TASK DIRECTIONS :: Scan the lines below; pull out those with "linejoin".

Stored items from a collection:
-- Opening Marker --

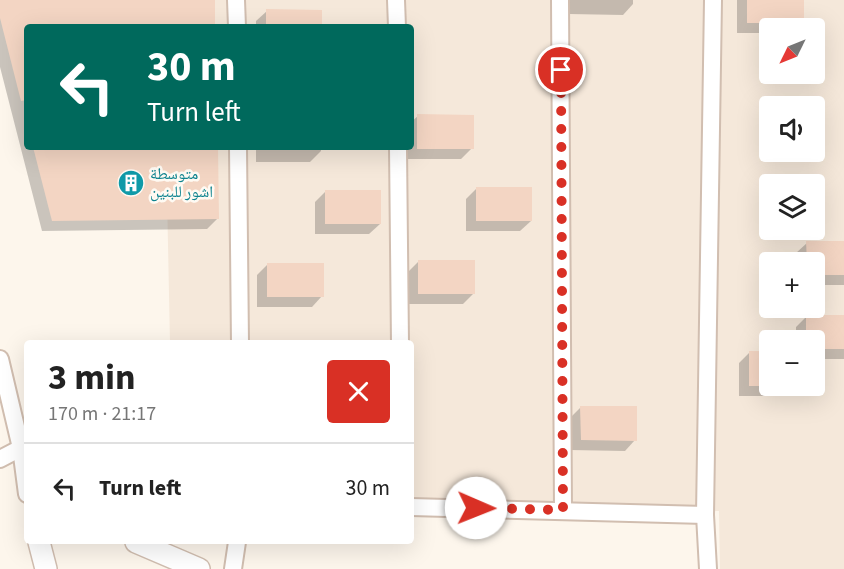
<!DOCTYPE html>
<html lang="en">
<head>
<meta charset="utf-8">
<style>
  body { margin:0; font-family:"Source Sans 3","Noto Naskh Arabic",sans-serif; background:#f2f2f2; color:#222; height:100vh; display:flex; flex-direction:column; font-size:22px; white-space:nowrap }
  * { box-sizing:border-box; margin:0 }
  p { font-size:20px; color:#767676 }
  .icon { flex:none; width:33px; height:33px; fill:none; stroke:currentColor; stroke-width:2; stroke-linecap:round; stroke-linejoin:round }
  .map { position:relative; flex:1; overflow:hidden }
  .details { position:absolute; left:24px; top:340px; width:390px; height:204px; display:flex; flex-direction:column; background:#fff; border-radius:6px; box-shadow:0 6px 24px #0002 }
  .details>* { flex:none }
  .top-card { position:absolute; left:24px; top:24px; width:390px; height:126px; border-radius:6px; box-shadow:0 6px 24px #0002; background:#00695c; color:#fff; overflow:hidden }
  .needle { width:39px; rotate:227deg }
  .tools { position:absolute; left:759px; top:18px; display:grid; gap:12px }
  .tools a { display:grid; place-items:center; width:66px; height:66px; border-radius:6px; background:#fff; box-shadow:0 6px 24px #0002; font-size:30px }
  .pin { position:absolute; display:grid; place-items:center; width:51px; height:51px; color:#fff; margin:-26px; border:3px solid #fff; border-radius:50%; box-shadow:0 2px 6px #0007 }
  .me { position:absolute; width:66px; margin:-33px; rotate:91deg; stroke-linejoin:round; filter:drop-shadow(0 0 4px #0008) }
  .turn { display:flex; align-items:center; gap:21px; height:126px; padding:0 24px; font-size:27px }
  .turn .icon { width:78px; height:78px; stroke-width:2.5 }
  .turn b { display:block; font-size:42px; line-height:51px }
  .round { display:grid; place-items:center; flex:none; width:63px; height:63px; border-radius:6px; background:#f2f2f2 }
  .head { display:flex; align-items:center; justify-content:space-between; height:102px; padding:0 24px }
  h1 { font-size:36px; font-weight:700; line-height:45px }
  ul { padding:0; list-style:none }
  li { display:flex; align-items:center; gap:18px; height:90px; padding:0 24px; border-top:2px solid #e0e0e0 }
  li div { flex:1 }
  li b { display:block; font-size:22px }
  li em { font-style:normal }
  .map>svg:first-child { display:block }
</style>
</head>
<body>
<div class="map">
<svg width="844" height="569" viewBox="0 0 844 569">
  <rect width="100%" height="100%" fill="#fdf6ec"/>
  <path fill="#f5e8da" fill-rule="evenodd" d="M164 0H844V569H720L719 511 411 515V344L170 343 166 147H411V27H164ZM770 28H814V74H770ZM770 106H814V152H770ZM770 184H814V230H770ZM770 262H814V308H770ZM770 340H814V386H770Z"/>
  <g fill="#0003">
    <polygon points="0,0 213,0 214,27 27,27 27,147 216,147 218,218 207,229 42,231 0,67"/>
    <polygon points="568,0 633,0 633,4 623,15 569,14"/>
    <polygon points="737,0 802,0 802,22 796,28 770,28 770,33 737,33"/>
    <polygon points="267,11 321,27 256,27 256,21"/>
    <polygon points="418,116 472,148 461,159 407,159 407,147 411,147 411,122"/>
    <polygon points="256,147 321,147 321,151 310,162 256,162"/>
    <polygon points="477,188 531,221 520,231 466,231 466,199"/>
    <polygon points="326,191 380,224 369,234 315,234 315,202"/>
    <polygon points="807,243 844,243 844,285 814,285 814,262 796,262 796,253"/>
    <polygon points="419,261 474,293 463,304 408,304 408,272"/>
    <polygon points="268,264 322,296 312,307 257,307 257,275"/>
    <polygon points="807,316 844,317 844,359 814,359 814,340 796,340 796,327"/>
    <polygon points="749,353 770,386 803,386 793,396 739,396 739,363"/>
    <polygon points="581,407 635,440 625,451 570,450 570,418"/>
  </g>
  <g fill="#f3d5c3">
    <polygon points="0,0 215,0 215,27 27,27 27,100 21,101 0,18"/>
    <rect x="747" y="0" width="57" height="23"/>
    <polygon points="266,9 322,10 322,27 266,27"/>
    <polygon points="417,114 474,115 474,149 417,149"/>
    <polygon points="33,147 218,147 219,219 52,221"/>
    <rect x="476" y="187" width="56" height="34"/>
    <rect x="325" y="190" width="56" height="34"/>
    <polygon points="806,241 844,241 844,275 814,275 814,262 807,262"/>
    <rect x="418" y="260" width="57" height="34"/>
    <rect x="267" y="263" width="57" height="34"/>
    <polygon points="806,315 844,315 844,349 814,349 814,340 806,340"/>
    <rect x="749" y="351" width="21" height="35"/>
    <polygon points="580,406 637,406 637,441 581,440"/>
  </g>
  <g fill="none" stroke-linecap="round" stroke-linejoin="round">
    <defs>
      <g id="minor">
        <polyline points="236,0 237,27"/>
        <polyline points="396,0 397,27"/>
        <polyline points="560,0 563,510"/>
        <polyline points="238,147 240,344"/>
        <polyline points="398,147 400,344"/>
        <polyline points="0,359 21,448 27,494"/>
        <polyline points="0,459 21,448"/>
        <polyline points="411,507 705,515"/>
        <polyline points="233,569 237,542"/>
        <polyline points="708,569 705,515 713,0"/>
      </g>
      <g id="tertiary">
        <polyline points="39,542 46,569"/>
        <polyline points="136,542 199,569"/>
      </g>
    </defs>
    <use href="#minor" stroke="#d1beb0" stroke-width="20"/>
    <use href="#tertiary" stroke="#d1beb0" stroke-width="24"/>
    <use href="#minor" stroke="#fff" stroke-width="16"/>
    <use href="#tertiary" stroke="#fff" stroke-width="21"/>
  </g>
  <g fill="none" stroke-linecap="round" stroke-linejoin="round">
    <polyline stroke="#d93025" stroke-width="10" stroke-dasharray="0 18" points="476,508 563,510 561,70"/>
  </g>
  <defs>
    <symbol id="building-disc" viewBox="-11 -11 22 22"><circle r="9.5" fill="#0f9aa8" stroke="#fffaf3"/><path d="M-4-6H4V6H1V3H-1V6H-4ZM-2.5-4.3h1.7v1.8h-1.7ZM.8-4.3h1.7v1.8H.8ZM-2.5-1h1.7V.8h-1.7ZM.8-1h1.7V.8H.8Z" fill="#fff"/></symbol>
  </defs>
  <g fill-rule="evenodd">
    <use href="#building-disc" x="116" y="168" width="30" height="30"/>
  </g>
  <g text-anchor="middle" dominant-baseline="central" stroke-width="5" stroke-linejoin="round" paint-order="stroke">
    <g font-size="16" fill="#0d838f" stroke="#fffaf3" text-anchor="start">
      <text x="150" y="174">متوسطة<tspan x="150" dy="18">اشور للبنين</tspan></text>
    </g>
  </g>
</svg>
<div class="tools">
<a><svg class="needle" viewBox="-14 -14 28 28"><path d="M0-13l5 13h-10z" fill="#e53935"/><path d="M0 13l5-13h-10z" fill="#767676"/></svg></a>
<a><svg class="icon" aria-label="sound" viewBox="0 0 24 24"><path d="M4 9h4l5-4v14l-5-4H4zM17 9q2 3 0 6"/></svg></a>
<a><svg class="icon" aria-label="layers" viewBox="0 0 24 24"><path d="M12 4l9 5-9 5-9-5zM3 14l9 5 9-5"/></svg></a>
<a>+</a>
<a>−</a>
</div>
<div class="pin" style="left:561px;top:70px;background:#d93025"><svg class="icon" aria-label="arrive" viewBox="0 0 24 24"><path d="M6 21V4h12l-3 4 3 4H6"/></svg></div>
<svg class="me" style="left:476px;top:508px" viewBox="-20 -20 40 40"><circle r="19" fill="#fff"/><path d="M0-13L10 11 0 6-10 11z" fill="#d93025"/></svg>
<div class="top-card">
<div class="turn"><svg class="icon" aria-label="left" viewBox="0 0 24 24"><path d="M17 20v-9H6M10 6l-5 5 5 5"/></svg><div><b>30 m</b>Turn left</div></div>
</div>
<section class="details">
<div class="head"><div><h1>3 min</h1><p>170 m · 21:17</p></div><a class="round" style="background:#d93025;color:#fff"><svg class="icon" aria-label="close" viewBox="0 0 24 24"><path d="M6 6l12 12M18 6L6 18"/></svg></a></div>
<ul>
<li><svg class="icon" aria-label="left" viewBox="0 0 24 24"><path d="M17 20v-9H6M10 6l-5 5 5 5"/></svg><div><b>Turn left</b></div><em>30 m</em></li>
</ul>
</section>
</div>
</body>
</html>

-- Closing Marker --

ANSWER FOR THE TASK ::
  .icon { flex:none; width:33px; height:33px; fill:none; stroke:currentColor; stroke-width:2; stroke-linecap:round; stroke-linejoin:round }
  .me { position:absolute; width:66px; margin:-33px; rotate:91deg; stroke-linejoin:round; filter:drop-shadow(0 0 4px #0008) }
  <g fill="none" stroke-linecap="round" stroke-linejoin="round">
  <g fill="none" stroke-linecap="round" stroke-linejoin="round">
  <g text-anchor="middle" dominant-baseline="central" stroke-width="5" stroke-linejoin="round" paint-order="stroke">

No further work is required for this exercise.